As Anja escapes the disaster of her relationship, she moves up onto the now-decomposing Berg where she lives for a brief time in a sort-of futuristic back to (genetically modified) nature—embracing the collapse of her former house and hiding from the rapidly deteriorating city below. The final pages of the novel sing out with a wonderfully written crescendo of destruction as Laura and Dam escape the madness of Berlin under the influence of Oval and together the three friends watch from the Berg. There are critiques that could be made about Anja’s inherent position of white privilege, her failure to critique her own lack of any meaningful activism, and her ability to escape the destruction meted out on the less fortunate.
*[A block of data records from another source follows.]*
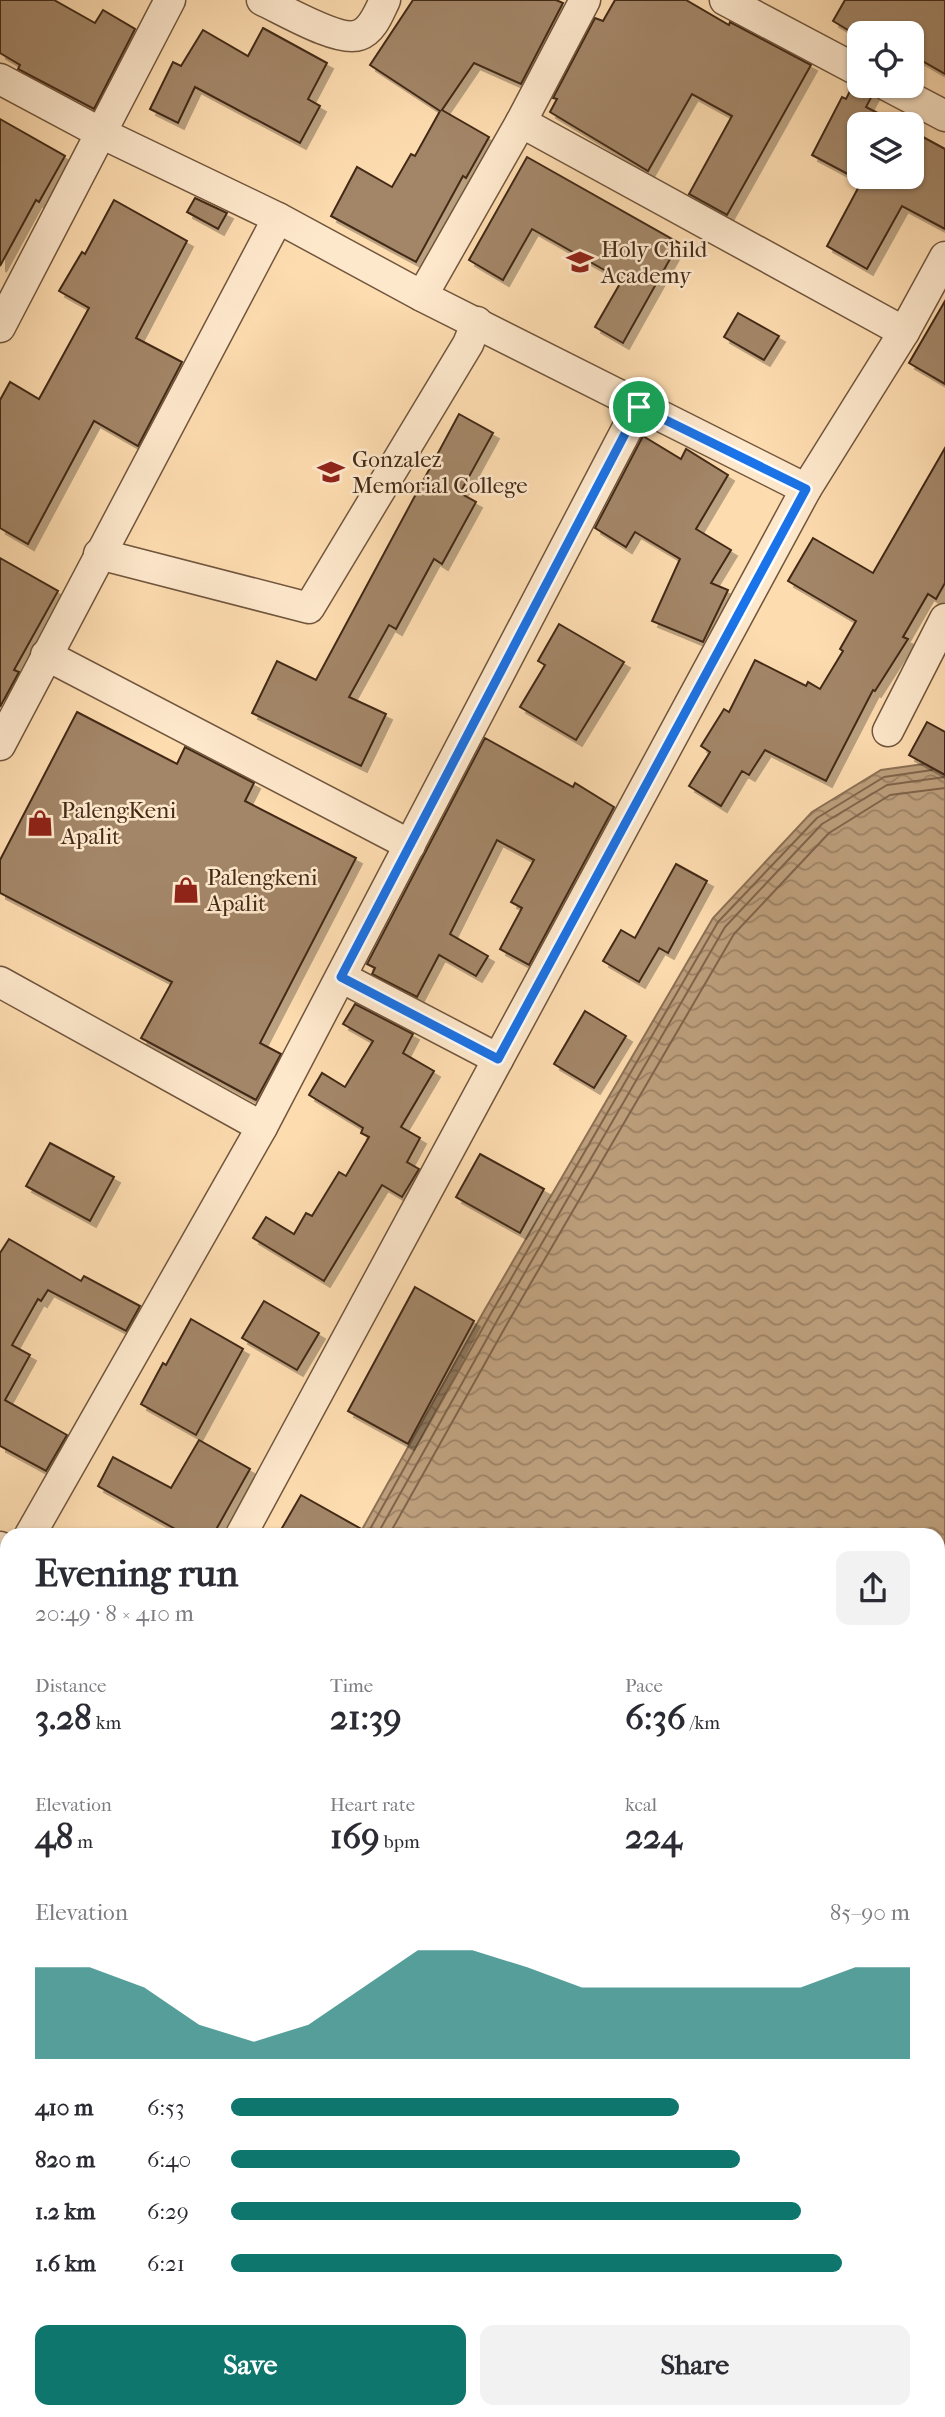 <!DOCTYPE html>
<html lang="en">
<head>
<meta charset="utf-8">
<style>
	body { margin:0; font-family:"IM FELL French Canon",serif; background:#f2f2f3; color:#2b2b33; height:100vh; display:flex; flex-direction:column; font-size:26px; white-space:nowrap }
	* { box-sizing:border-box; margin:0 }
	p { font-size:23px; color:#7c7c81 }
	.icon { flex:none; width:38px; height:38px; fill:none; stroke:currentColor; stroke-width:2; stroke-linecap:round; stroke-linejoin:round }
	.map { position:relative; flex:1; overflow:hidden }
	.sheet { position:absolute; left:0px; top:1528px; width:945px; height:891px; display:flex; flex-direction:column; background:#fff; border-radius:21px 21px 0 0; box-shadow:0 2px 5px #0004 }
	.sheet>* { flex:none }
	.fabs { position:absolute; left:847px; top:21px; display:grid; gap:14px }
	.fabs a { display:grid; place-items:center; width:77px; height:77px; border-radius:14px; background:#fff; box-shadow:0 2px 5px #0004; font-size:35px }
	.pin { position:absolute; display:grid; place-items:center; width:60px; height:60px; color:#fff; margin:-30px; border:4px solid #fff; border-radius:50%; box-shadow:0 2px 7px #0007 }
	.round { display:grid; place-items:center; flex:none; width:74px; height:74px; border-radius:14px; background:#f2f2f3 }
	.overview { display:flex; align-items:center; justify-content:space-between; height:119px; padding:0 35px }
	h1 { font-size:38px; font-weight:800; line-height:52px }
	.metrics { display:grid; grid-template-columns:repeat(3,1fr); gap:10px; height:119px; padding:7px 35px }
	.metrics div { display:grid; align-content:center }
	.metrics b { font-size:35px; font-weight:800 }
	.metrics small { font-size:19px; font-weight:400 }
	.metrics p { font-size:19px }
	.chart { height:196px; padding:14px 35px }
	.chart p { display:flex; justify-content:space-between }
	.chart svg { width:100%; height:126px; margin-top:7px; fill:#0f766e; opacity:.7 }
	.cta { display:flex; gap:14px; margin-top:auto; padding:14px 35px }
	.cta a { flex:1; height:80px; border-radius:14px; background:#0f766e; color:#fff; font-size:28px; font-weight:800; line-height:80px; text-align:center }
	.cta a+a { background:#f2f2f3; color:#2b2b33 }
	ul { padding:0 35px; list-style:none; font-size:23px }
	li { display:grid; grid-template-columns:112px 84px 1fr; align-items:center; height:52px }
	li i { height:18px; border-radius:9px; background:#0f766e }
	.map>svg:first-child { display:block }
	.water { fill:url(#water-waves); stroke:#8c7054; stroke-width:2 }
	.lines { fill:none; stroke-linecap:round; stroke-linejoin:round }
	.shore { stroke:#80644a; stroke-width:2 }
	.building { fill:#a38667; stroke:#422917; stroke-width:2; filter:url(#shadow) }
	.minor-casing { stroke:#71563d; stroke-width:33 }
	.minor { stroke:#fee8cc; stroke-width:30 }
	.route-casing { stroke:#fff; stroke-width:14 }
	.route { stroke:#1a73e8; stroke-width:9 }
	.labels { text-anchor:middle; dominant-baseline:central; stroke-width:5; stroke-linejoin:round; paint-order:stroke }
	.poi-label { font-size:23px; fill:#422917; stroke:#fee8cc; text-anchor:start }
</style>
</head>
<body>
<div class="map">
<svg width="945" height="2417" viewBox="0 0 945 2417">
	<defs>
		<pattern id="water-waves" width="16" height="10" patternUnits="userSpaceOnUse" patternTransform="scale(1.75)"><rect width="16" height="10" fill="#bd9f7c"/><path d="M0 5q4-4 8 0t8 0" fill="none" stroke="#9b8265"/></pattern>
		<filter id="shadow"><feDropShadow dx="6" dy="6" stdDeviation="0" flood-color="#0004"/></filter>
	</defs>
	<rect width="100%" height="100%" fill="#fddcb0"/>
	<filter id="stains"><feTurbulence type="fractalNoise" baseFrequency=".00286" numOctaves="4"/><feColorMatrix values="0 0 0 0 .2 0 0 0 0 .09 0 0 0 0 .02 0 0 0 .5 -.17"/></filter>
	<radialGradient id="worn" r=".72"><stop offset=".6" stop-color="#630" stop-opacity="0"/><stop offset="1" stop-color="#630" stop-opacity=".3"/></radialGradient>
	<g class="water">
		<path d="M 945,761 L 945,2366 L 938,2364 L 938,1535 L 359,1535 L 484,1311 L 713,918 L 812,812 L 881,770 Z"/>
		<path d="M 0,1573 L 7,1577 L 7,2412 L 141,2412 L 138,2417 L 4,2417 L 0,2414 Z"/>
	</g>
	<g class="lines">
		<g class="shore">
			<path d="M 369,1531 L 490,1315 L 718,922 L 817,818 L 884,777 L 932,770"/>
			<path d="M 377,1535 L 498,1319 L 725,927 L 822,824 L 887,785 L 945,777"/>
			<path d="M 389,1535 L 507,1324 L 734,934 L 829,833 L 890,795 L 945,788"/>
		</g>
	</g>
	<g class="building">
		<path d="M 0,0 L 54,0 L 95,23 L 103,10 L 135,29 L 94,109 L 18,69 L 20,65 L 0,53 Z"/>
		<path d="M 413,0 L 556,0 L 563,3 L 521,84 L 474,63 L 442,110 L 489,137 L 466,178 L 463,176 L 416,262 L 331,216 L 357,167 L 392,187 L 411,154 L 415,156 L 440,111 L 370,65 Z"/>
		<path d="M 615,0 L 686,0 L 729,25 L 730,22 L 811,65 L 727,215 L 689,194 L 732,116 L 692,94 L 648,171 L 550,112 L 557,99 L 553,98 L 595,18 L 603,21 Z"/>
		<path d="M 845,0 L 945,0 L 945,74 L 912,55 L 912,33 L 853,33 L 833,21 Z"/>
		<path d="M 263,28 L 327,63 L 308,99 L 320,106 L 300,143 L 195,87 L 178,123 L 150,109 L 173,62 L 181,66 L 203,30 L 248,56 Z"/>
		<path d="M 867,86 L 871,88 L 873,94 L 866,107 L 899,124 L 859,124 L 859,180 L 812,155 L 842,97 L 846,99 L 852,87 L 860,88 Z"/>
		<path d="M 0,119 L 65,156 L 39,202 L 36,200 L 0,266 Z"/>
		<path d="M 912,131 L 945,149 L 945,229 L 902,206 L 867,269 L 827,246 L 864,177 L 912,177 Z"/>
		<path d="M 527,157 L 679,243 L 623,343 L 595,327 L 622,280 L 532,229 L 503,280 L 469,260 Z"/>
		<path d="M 195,198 L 227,213 L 218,229 L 187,212 Z"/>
		<path d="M 114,200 L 187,241 L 136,338 L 182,362 L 138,446 L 94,421 L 28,544 L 0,528 L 0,400 L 10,382 L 39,399 L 89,308 L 59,291 L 82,252 L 85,254 Z"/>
		<path d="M 945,301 L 945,384 L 909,363 Z"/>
		<path d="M 738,313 L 779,336 L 764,360 L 724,337 Z"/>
		<path d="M 459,414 L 493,433 L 460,493 L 476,502 L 442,564 L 434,559 L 396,629 L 389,625 L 349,697 L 386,714 L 361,766 L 252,713 L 277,661 L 316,680 Z"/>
		<path d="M 643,436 L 681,459 L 686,449 L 728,475 L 696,529 L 731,550 L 711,583 L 728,590 L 703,642 L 652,621 L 680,559 L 635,532 L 626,547 L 595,528 Z"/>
		<path d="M 945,448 L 945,583 L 936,599 L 928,594 L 903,637 L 908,639 L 875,691 L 873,690 L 826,781 L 765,750 L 749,775 L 742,771 L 721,806 L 689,786 L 710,752 L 701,746 L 724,709 L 729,712 L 755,660 L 806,686 L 808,682 L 820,689 L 843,651 L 840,649 L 856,621 L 788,581 L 813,538 L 873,573 Z"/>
		<path d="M 0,558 L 58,591 L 14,670 L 19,672 L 0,707 Z"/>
		<path d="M 559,624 L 624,662 L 576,740 L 520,707 L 545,665 L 538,661 Z"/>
		<path d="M 77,712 L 177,764 L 185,747 L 254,783 L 245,801 L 356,858 L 260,1043 L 281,1054 L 256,1100 L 141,1038 L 172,982 L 0,893 L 0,860 Z"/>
		<path d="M 927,722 L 945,732 L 945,775 L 909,755 Z"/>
		<path d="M 485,738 L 573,787 L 575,783 L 614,807 L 529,965 L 500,949 L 522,908 L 511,902 L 534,860 L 497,840 L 450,934 L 488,956 L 476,976 L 439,955 L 417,997 L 372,974 L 375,968 L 367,964 Z"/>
		<path d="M 676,864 L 707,881 L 668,953 L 659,948 L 639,982 L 603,961 L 621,930 L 635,938 Z"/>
		<path d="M 355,1004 L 413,1034 L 403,1053 L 434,1071 L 401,1127 L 420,1138 L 407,1162 L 419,1169 L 402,1197 L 382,1185 L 324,1281 L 253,1238 L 266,1217 L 294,1234 L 306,1213 L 312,1216 L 339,1172 L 346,1176 L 369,1137 L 361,1133 L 363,1128 L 309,1095 L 322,1073 L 345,1087 L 373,1041 L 343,1024 Z"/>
		<path d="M 585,1011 L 626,1036 L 594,1088 L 554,1064 Z"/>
		<path d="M 50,1143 L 114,1177 L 90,1221 L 26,1186 Z"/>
		<path d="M 480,1154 L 544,1189 L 520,1233 L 456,1197 Z"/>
		<path d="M 9,1239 L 81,1281 L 84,1276 L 140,1306 L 126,1331 L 48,1290 L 41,1301 L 38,1299 L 12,1345 L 30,1355 L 5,1400 L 67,1435 L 46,1471 L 0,1446 L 0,1253 Z"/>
		<path d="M 415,1287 L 474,1321 L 408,1444 L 348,1411 Z"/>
		<path d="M 264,1301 L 319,1333 L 297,1370 L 242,1338 Z"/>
		<path d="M 191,1319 L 243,1349 L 196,1435 L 141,1404 L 163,1363 L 166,1365 Z"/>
		<path d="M 199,1440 L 250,1469 L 213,1535 L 186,1535 L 98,1486 L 113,1457 L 171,1488 Z"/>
		<path d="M 301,1495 L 372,1535 L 278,1535 Z"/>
	</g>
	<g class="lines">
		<defs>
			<g id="minor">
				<path d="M 262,0 C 282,9 339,43 359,35 C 373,30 379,12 385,0"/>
				<path d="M 725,0 L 859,71"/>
				<path d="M 0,79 L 101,133 L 278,218 L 422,296 L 806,489"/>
				<path d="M 888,86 L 945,116"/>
				<path d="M 521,122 L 904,332"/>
				<path d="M 422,296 L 521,122 L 585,0"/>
				<path d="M 0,327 L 170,0"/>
				<path d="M 99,554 L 309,608 L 468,344 L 477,322"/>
				<path d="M 46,655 L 410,845"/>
				<path d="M 888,731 L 945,619"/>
				<path d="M 0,745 L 278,218"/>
				<path d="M 341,977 L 498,1059"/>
				<path d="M 0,982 L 262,1127"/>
				<path d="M 30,1535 L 262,1127 L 639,406"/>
				<path d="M 241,1535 L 806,489 L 904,332 L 945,257"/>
				<path d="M 0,1547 L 7,1550"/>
			</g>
		</defs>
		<use href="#minor" class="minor-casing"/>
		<use href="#minor" class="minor"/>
	</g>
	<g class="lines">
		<defs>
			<path id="route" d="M 639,407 L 806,489 L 498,1059 L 341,977 Z"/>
		</defs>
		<use href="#route" class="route-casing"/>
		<use href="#route" class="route"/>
	</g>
	<defs>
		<symbol id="school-bare" viewBox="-9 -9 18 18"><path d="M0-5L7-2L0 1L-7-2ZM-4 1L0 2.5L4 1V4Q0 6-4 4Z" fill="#8f2418" stroke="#fee8cc" stroke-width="2.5" paint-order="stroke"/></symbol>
		<symbol id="university-bare" viewBox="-9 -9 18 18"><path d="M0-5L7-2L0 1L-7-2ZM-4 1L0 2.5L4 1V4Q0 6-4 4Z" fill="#8f2418" stroke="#fee8cc" stroke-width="2.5" paint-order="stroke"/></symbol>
		<symbol id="shop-bare" viewBox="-9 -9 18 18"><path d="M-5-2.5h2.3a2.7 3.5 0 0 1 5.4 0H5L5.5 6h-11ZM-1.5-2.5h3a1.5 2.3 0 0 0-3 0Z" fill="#8f2418" stroke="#fee8cc" stroke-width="2.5" paint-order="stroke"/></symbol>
	</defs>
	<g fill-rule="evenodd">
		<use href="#school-bare" x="561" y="243" width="38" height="38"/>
		<use href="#university-bare" x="312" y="453" width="38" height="38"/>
		<use href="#shop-bare" x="21" y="804" width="38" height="38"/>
		<use href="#shop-bare" x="167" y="871" width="38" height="38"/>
	</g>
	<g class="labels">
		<g class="poi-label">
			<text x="601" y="249">Holy Child<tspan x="601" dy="26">Academy</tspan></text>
			<text x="352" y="459">Gonzalez<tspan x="352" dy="26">Memorial College</tspan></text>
			<text x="61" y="810">PalengKeni<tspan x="61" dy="26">Apalit</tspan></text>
			<text x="207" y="877">Palengkeni<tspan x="207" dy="26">Apalit</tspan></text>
		</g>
	</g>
	<rect width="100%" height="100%" filter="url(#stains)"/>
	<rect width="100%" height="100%" fill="url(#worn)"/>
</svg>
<div class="fabs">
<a><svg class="icon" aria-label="locate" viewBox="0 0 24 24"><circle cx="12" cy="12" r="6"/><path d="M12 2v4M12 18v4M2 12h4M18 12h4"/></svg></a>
<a><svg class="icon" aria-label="layers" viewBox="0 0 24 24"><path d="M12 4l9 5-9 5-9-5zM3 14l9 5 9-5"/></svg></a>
</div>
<div class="pin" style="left:639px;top:407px;background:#1e9e55"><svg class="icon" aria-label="arrive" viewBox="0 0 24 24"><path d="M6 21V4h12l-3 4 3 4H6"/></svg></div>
<section class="sheet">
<div class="overview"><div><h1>Evening run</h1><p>20:49 · 8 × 410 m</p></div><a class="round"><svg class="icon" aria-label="share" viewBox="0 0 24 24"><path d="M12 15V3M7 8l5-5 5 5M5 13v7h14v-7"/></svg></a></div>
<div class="metrics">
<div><p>Distance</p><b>3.28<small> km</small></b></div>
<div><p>Time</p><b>21:39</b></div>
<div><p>Pace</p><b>6:36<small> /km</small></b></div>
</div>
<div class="metrics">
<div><p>Elevation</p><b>48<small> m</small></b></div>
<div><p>Heart rate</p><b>169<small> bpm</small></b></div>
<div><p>kcal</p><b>224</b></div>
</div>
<div class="chart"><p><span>Elevation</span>85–90 m</p>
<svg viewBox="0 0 160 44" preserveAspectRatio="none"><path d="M0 44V12L10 12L20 19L30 32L40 38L50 32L60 19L70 6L80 6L90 12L100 19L110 19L120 19L130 19L140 19L150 12L160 12V44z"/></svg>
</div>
<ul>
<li><b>410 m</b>6:53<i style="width:66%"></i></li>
<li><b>820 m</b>6:40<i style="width:75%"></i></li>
<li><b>1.2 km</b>6:29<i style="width:84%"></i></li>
<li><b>1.6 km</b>6:21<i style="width:90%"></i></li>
</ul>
<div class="cta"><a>Save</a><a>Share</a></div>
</section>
</div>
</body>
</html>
But these are all simplistic and avoid the broader global critique Wilk is making—efforts at “sustainability” and charity under the guise of corporate power likely will lead only to the ruin that comes at the end of the novel. There is no great redemption here and Anja’s last thoughts at the close of the novel speak to a failure at the very heart of modern society. It is a shatteringly good end to a largely good debut.